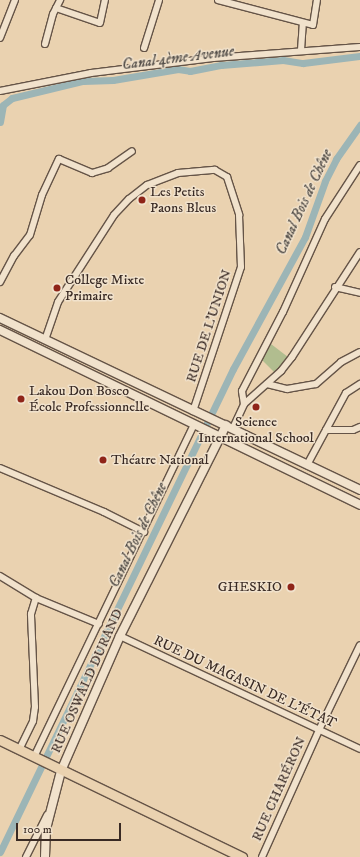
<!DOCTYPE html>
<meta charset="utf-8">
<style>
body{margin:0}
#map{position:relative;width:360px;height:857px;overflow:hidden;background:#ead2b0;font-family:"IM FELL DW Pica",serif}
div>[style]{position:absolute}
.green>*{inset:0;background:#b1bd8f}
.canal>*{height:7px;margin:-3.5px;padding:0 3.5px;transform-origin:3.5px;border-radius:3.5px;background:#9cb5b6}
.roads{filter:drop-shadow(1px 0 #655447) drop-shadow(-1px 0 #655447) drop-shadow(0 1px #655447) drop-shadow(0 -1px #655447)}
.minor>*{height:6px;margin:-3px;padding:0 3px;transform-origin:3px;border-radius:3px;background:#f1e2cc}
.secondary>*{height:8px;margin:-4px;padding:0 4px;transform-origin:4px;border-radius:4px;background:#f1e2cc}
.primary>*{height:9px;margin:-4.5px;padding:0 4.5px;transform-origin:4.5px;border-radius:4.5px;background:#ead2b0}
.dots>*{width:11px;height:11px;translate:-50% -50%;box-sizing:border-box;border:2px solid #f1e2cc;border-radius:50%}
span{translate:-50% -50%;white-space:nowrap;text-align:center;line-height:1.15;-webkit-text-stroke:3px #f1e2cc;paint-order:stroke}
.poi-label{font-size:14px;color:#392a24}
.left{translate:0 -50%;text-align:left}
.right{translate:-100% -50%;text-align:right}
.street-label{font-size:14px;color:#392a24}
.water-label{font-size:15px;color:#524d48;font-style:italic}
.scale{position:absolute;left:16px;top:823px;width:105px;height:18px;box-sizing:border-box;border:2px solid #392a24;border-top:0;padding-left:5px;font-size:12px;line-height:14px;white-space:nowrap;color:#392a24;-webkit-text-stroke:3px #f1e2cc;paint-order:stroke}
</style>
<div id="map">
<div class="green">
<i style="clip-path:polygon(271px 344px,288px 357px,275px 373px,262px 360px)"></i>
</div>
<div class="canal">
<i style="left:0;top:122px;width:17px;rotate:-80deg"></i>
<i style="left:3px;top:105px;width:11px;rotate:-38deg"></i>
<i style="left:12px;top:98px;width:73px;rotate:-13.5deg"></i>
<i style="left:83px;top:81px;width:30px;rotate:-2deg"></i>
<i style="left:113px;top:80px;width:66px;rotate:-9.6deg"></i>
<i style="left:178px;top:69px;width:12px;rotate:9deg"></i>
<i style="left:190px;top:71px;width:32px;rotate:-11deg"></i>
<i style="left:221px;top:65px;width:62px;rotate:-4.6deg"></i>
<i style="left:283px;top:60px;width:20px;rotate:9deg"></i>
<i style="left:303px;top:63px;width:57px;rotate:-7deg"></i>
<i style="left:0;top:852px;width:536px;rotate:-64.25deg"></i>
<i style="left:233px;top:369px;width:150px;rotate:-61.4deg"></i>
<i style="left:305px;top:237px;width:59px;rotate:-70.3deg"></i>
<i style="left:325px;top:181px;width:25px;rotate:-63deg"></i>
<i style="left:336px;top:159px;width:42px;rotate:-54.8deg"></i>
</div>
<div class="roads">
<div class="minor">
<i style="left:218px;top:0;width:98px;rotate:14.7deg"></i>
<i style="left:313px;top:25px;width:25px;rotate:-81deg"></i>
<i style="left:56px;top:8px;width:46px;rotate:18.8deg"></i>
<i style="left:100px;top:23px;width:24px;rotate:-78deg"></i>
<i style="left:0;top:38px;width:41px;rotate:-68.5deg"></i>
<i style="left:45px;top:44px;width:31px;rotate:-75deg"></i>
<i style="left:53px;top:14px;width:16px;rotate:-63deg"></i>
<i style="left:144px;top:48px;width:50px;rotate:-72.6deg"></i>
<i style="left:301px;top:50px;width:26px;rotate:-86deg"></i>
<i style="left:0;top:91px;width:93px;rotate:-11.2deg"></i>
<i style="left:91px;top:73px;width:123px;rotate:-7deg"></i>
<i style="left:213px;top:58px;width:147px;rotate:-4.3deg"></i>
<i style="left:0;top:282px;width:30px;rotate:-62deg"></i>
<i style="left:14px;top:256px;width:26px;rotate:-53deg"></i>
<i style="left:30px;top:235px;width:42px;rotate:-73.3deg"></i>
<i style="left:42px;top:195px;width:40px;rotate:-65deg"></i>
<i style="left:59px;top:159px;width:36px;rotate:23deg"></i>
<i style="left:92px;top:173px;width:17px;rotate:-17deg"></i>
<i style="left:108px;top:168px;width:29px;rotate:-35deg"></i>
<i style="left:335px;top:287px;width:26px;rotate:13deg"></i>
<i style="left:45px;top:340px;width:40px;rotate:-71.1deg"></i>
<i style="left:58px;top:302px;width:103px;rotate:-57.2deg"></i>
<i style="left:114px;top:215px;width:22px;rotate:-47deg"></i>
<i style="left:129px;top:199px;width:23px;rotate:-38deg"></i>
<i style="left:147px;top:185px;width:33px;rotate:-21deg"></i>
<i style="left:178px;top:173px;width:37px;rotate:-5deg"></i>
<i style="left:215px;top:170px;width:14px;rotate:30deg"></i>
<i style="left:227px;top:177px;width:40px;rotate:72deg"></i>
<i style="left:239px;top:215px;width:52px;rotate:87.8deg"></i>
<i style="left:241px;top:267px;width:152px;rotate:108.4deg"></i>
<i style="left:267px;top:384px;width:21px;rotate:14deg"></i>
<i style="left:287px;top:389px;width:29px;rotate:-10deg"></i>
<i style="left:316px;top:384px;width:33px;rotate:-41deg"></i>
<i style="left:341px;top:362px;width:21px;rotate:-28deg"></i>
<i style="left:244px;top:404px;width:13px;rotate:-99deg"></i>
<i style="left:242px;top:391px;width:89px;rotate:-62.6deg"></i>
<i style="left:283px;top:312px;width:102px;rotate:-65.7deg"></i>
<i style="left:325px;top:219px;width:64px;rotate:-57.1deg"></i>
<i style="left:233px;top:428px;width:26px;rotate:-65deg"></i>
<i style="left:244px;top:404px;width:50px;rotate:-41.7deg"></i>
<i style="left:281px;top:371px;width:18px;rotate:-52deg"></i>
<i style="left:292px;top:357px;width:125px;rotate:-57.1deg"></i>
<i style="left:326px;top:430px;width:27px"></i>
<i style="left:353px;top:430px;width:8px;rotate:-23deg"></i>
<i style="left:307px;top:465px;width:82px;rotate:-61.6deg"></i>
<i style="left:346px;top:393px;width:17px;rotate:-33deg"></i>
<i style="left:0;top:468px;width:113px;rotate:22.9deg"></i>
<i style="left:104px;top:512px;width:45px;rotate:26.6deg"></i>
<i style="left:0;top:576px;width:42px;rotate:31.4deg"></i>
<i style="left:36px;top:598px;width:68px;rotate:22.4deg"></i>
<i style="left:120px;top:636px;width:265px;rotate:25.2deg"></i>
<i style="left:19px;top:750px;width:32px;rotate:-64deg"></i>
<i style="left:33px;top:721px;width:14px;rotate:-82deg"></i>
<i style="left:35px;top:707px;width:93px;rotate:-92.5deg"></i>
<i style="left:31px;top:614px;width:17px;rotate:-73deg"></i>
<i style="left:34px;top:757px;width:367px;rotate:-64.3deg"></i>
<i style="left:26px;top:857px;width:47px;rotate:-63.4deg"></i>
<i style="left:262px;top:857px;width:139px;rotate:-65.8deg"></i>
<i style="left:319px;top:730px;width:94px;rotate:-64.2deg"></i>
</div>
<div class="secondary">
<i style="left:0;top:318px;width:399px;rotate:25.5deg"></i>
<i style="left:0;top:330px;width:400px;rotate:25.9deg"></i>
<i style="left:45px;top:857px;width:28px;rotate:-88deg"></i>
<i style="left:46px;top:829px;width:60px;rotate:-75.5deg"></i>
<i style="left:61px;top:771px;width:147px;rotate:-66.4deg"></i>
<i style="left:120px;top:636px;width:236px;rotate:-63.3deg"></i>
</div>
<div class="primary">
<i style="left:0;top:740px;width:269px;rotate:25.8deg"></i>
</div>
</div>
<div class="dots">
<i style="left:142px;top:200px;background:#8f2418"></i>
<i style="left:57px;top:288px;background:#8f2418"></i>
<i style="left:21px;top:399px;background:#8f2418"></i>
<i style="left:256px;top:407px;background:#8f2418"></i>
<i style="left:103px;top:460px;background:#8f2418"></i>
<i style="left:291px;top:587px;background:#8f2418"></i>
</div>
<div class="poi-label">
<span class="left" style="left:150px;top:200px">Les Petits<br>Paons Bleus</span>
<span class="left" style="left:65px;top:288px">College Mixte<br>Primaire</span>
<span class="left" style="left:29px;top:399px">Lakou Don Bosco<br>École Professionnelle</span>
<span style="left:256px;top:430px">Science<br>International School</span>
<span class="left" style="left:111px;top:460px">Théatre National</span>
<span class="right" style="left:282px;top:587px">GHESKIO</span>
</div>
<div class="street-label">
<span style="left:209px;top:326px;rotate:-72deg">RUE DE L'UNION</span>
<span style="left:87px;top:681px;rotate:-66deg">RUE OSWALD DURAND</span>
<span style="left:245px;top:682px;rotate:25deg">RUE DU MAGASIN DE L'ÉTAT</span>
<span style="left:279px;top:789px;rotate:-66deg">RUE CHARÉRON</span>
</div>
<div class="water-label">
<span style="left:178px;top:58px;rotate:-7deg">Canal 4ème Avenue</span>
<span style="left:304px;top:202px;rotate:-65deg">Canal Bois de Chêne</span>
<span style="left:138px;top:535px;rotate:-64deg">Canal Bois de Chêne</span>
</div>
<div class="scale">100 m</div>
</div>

==*==

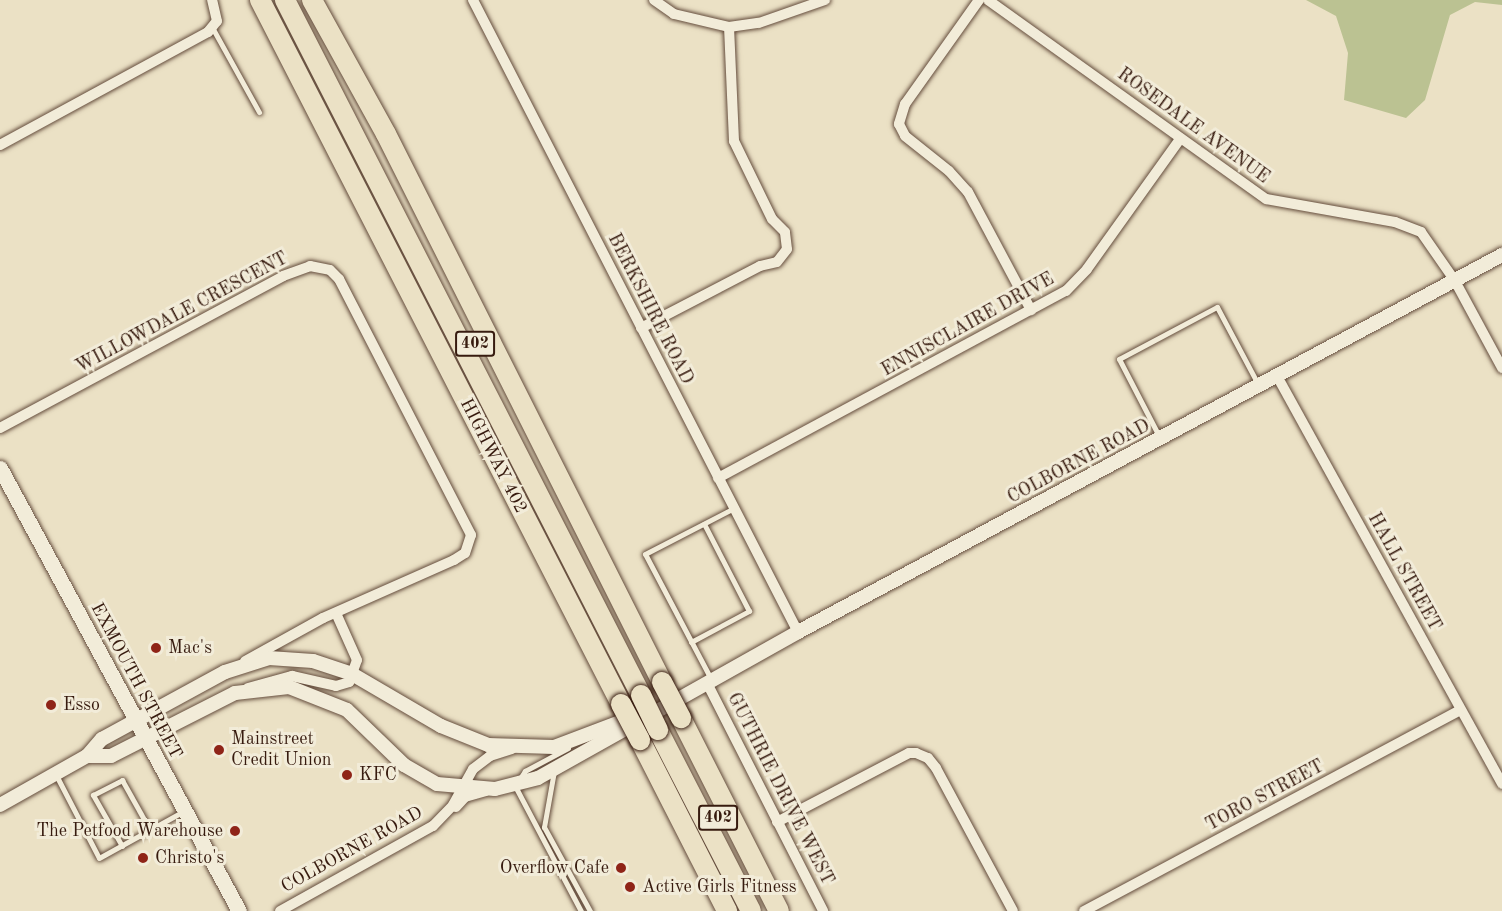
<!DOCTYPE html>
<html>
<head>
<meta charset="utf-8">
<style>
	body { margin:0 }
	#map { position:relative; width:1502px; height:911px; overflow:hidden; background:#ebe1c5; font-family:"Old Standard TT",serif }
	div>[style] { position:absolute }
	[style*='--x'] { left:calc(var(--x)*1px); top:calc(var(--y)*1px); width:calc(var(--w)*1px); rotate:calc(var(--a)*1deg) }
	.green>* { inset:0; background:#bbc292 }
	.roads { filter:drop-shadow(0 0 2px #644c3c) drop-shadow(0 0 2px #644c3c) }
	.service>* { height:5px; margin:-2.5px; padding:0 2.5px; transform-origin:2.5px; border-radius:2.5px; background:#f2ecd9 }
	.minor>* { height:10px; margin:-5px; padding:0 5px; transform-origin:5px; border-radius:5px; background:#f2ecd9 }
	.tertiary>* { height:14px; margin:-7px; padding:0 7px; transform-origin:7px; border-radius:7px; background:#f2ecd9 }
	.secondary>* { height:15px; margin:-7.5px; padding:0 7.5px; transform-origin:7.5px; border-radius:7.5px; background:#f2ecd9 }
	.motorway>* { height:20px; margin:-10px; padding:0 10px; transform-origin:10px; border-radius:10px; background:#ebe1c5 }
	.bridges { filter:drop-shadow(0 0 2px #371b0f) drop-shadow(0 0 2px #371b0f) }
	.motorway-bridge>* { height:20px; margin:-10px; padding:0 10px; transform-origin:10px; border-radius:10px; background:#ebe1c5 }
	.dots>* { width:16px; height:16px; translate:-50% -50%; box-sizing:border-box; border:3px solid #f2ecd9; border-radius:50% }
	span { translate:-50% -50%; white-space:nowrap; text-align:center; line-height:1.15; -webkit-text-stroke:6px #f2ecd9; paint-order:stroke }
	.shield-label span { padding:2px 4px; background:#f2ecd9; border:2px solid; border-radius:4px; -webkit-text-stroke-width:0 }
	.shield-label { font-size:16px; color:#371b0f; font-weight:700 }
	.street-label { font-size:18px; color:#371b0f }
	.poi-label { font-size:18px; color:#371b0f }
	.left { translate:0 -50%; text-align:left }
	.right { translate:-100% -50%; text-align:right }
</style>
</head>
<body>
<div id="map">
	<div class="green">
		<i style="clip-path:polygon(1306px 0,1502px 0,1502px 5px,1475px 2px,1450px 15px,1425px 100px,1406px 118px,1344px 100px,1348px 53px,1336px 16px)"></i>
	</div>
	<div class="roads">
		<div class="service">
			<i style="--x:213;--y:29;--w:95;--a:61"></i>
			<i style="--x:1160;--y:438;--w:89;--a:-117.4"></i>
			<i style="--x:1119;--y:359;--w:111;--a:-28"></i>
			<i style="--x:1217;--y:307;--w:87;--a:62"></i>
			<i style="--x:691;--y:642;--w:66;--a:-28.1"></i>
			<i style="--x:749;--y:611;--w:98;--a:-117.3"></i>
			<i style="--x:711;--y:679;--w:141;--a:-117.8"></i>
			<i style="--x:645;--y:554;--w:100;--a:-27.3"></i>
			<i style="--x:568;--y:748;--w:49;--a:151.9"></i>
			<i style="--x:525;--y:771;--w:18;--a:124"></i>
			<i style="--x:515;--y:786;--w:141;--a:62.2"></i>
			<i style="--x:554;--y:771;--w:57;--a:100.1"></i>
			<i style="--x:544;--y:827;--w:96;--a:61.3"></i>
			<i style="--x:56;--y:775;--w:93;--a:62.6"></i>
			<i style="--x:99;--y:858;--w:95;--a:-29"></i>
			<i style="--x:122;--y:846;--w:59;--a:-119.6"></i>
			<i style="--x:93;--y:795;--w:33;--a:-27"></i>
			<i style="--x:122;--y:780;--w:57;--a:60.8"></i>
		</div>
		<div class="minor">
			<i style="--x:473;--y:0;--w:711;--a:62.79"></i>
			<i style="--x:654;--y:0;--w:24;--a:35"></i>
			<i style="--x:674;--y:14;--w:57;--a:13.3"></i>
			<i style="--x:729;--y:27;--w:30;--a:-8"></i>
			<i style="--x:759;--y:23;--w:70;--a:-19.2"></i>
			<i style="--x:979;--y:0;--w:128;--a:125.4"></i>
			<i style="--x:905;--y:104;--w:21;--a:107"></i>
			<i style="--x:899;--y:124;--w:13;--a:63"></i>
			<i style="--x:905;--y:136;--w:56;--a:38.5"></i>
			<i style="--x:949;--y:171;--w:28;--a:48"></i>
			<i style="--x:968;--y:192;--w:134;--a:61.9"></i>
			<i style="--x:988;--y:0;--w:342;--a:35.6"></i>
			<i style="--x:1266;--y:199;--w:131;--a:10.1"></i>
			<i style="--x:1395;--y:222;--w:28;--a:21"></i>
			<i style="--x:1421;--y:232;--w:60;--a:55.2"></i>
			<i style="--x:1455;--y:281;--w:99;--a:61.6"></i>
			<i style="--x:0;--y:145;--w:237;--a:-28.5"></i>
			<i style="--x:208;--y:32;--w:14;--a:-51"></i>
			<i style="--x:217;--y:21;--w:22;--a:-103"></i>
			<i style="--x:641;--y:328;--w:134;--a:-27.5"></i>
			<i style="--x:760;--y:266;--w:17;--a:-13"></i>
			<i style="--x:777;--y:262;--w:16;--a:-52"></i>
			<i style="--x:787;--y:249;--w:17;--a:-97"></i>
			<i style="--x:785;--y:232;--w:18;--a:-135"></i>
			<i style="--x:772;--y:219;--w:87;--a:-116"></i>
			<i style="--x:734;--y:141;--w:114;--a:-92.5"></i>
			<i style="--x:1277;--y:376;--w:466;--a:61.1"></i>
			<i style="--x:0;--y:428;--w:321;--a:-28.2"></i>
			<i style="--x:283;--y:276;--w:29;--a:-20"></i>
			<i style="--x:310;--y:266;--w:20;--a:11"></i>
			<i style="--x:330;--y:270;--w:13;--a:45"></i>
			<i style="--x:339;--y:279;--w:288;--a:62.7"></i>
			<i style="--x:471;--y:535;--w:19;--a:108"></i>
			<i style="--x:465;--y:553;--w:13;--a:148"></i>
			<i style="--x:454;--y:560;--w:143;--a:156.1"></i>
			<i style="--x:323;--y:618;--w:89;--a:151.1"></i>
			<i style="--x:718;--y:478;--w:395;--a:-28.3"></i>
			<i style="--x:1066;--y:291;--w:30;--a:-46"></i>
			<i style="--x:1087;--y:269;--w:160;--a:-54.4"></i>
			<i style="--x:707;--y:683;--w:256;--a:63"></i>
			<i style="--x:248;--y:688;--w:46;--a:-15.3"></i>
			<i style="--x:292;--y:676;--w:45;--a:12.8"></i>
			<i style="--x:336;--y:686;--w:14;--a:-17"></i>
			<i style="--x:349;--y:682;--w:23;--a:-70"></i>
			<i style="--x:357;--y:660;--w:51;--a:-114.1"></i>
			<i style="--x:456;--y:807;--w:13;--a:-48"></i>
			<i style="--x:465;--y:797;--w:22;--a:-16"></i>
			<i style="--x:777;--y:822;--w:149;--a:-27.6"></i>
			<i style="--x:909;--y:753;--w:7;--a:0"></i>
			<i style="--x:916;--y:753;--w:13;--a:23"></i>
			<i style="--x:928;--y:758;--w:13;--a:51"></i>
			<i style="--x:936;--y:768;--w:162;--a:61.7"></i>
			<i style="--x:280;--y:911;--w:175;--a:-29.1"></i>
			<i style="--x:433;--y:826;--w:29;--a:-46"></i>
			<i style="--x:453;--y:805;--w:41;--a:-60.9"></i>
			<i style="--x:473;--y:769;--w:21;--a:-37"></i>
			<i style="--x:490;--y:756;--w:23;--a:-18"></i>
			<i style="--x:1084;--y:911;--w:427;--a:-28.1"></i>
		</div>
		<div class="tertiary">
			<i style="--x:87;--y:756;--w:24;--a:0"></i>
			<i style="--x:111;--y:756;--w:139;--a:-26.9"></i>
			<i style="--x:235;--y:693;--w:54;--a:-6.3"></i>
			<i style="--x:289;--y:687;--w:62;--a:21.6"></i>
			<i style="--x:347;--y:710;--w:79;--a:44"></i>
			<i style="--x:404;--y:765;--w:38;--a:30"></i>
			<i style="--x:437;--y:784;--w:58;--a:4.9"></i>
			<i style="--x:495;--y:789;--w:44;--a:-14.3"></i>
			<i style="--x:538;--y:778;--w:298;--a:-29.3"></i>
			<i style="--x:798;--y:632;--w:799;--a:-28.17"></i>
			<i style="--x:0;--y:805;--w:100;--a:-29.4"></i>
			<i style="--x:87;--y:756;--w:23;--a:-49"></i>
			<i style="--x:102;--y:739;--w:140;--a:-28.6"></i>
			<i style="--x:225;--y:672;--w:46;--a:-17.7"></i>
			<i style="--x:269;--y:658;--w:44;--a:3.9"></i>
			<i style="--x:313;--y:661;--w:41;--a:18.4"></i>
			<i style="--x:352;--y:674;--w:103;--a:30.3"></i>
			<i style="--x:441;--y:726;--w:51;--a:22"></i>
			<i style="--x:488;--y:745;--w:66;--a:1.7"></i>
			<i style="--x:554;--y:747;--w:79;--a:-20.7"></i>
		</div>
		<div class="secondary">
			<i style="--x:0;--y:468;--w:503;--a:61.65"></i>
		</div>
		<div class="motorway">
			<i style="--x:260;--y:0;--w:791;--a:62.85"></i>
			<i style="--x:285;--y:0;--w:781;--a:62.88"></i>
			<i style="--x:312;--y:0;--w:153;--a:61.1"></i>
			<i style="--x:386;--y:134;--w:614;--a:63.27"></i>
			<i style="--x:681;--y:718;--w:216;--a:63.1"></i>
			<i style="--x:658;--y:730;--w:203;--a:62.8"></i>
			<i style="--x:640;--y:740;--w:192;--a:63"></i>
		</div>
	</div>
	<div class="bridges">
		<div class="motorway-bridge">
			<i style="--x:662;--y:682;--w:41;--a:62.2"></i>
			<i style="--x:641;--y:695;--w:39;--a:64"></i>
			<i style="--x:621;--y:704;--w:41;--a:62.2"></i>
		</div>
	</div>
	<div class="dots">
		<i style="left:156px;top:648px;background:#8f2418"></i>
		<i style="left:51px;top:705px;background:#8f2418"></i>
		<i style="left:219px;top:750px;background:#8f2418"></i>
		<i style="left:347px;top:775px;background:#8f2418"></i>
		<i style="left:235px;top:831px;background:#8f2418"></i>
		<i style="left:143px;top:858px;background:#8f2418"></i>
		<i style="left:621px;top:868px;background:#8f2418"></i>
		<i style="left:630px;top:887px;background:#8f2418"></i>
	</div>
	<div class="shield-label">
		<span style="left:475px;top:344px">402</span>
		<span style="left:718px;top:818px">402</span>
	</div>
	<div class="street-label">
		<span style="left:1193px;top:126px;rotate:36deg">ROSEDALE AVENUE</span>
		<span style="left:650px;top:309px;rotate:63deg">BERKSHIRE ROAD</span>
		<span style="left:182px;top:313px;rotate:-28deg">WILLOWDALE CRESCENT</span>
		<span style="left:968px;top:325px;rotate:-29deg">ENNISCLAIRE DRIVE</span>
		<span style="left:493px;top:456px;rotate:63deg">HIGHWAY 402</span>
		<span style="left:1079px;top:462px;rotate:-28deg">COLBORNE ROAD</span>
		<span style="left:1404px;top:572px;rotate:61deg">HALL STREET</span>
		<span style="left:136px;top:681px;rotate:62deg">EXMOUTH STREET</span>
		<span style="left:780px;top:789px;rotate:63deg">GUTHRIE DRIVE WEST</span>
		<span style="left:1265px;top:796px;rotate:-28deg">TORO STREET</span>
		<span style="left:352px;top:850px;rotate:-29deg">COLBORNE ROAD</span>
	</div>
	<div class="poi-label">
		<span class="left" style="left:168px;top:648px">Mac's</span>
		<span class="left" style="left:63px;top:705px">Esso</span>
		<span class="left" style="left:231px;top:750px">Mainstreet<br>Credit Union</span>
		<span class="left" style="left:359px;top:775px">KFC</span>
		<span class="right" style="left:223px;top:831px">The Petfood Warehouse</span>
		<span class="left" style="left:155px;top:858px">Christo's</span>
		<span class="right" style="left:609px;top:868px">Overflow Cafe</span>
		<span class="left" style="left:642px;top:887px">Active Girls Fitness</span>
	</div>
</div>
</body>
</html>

==*==

Exercise brief: Looking at the material above, please state how many lines include the string "relative", and give only that number.

Result of the exercise: 2